Report every line in the records below that holds the word "bottom".

═════ DATASET RECORDS ═════

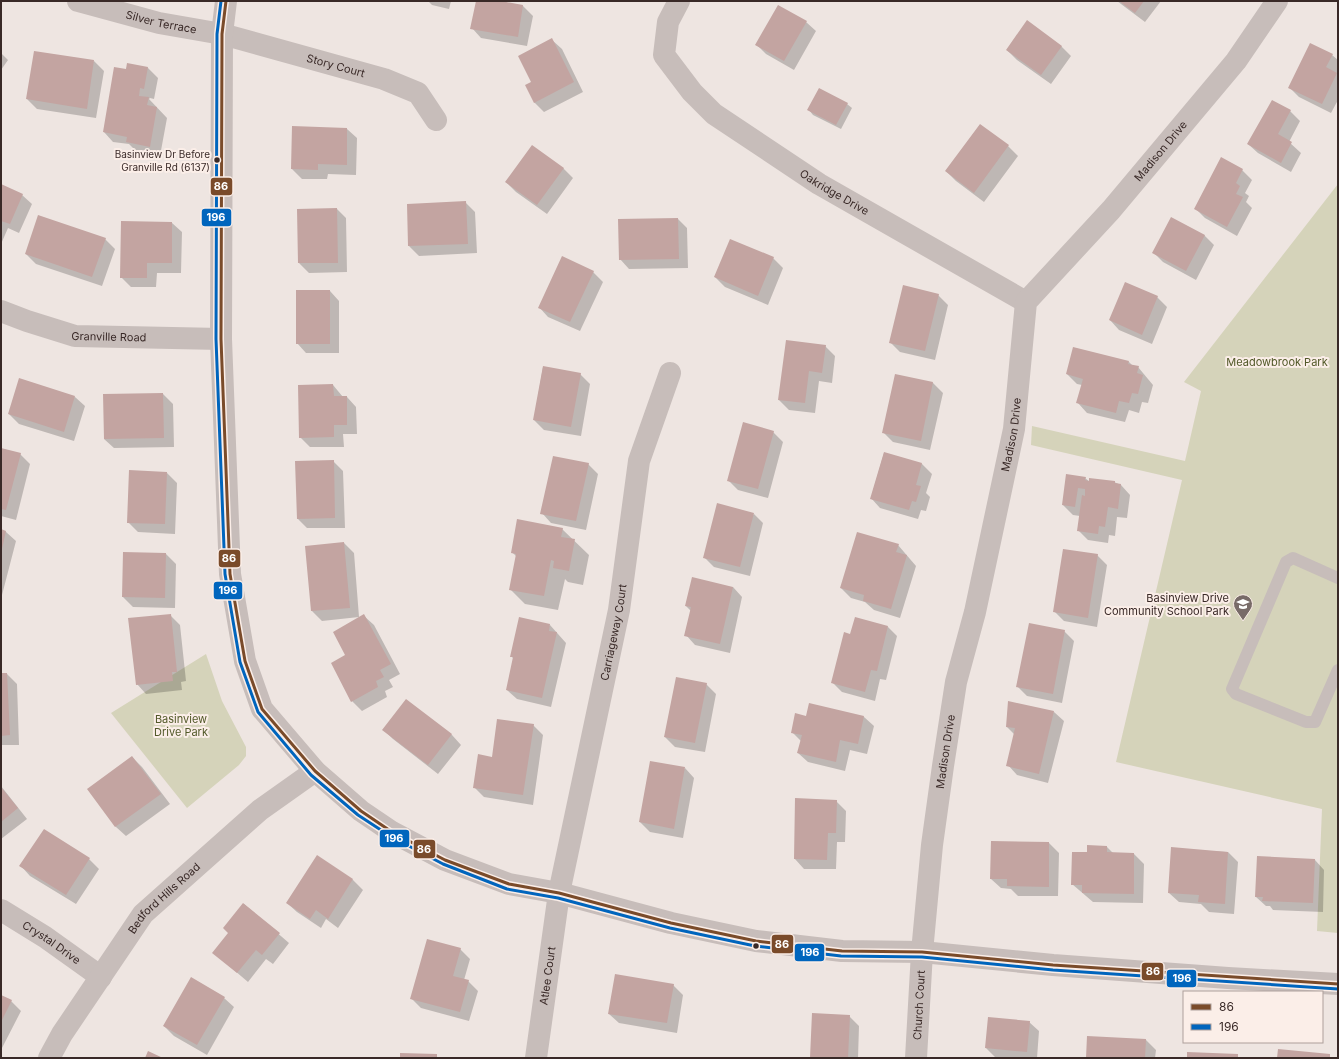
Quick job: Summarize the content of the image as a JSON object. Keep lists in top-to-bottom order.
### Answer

═════
═════ DATASET RECORDS ═════

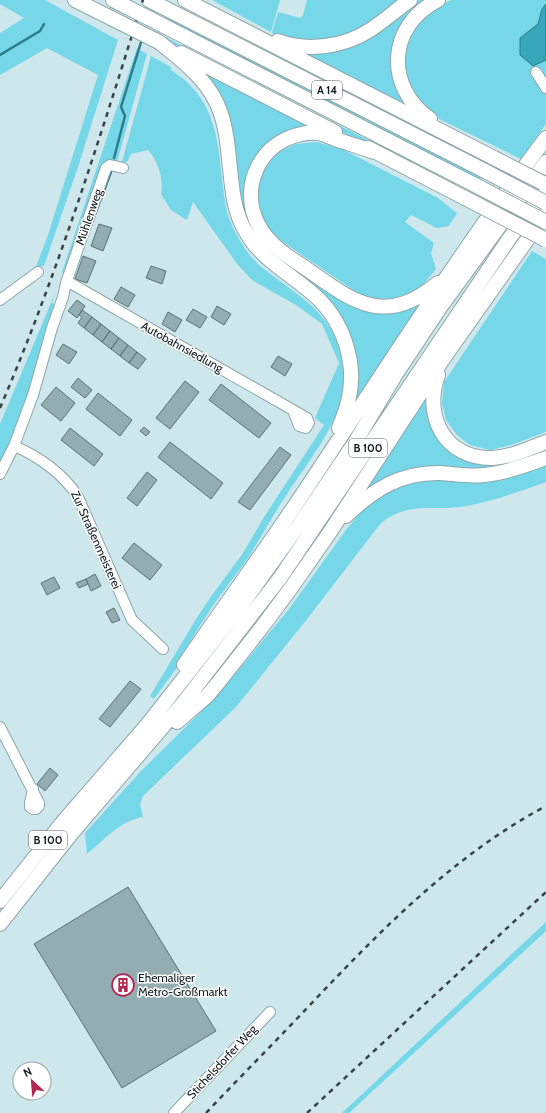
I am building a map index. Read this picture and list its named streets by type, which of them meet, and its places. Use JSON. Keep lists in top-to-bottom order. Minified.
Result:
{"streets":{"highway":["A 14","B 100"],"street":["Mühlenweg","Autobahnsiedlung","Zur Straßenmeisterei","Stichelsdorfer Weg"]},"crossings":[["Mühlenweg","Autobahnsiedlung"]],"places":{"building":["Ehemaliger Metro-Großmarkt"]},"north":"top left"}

═════
═════ DATASET RECORDS ═════

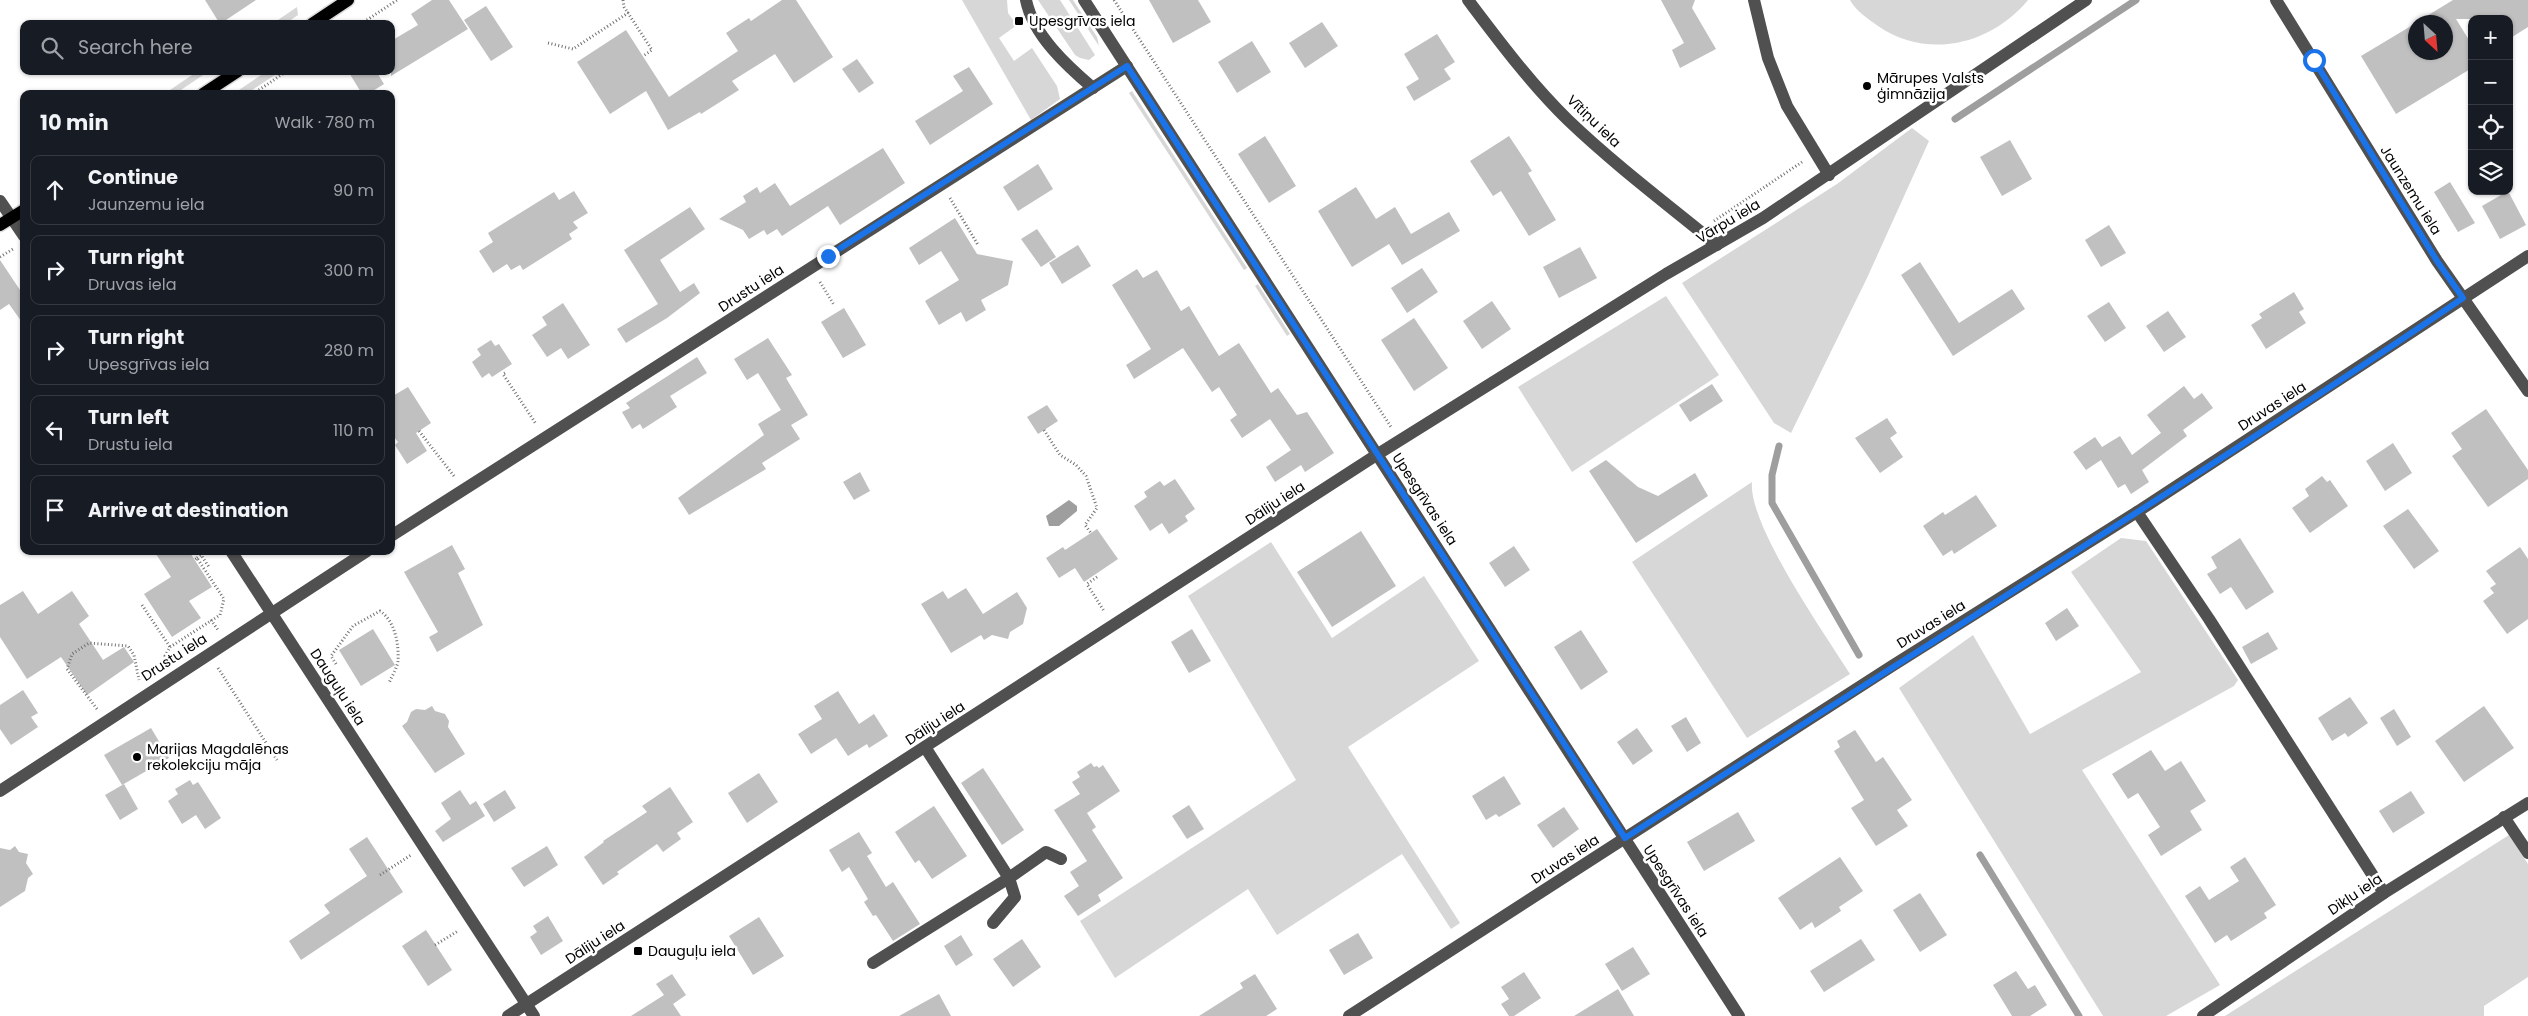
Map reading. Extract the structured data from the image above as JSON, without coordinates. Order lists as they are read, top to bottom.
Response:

═════

**TASK OUTPUT:**
Quick job: Summarize the content of the image as a JSON object. Keep lists in top-to-bottom order.
I am building a map index. Read this picture and list its named streets by type, which of them meet, and its places. Use JSON. Keep lists in top-to-bottom order. Minified.
Map reading. Extract the structured data from the image above as JSON, without coordinates. Order lists as they are read, top to bottom.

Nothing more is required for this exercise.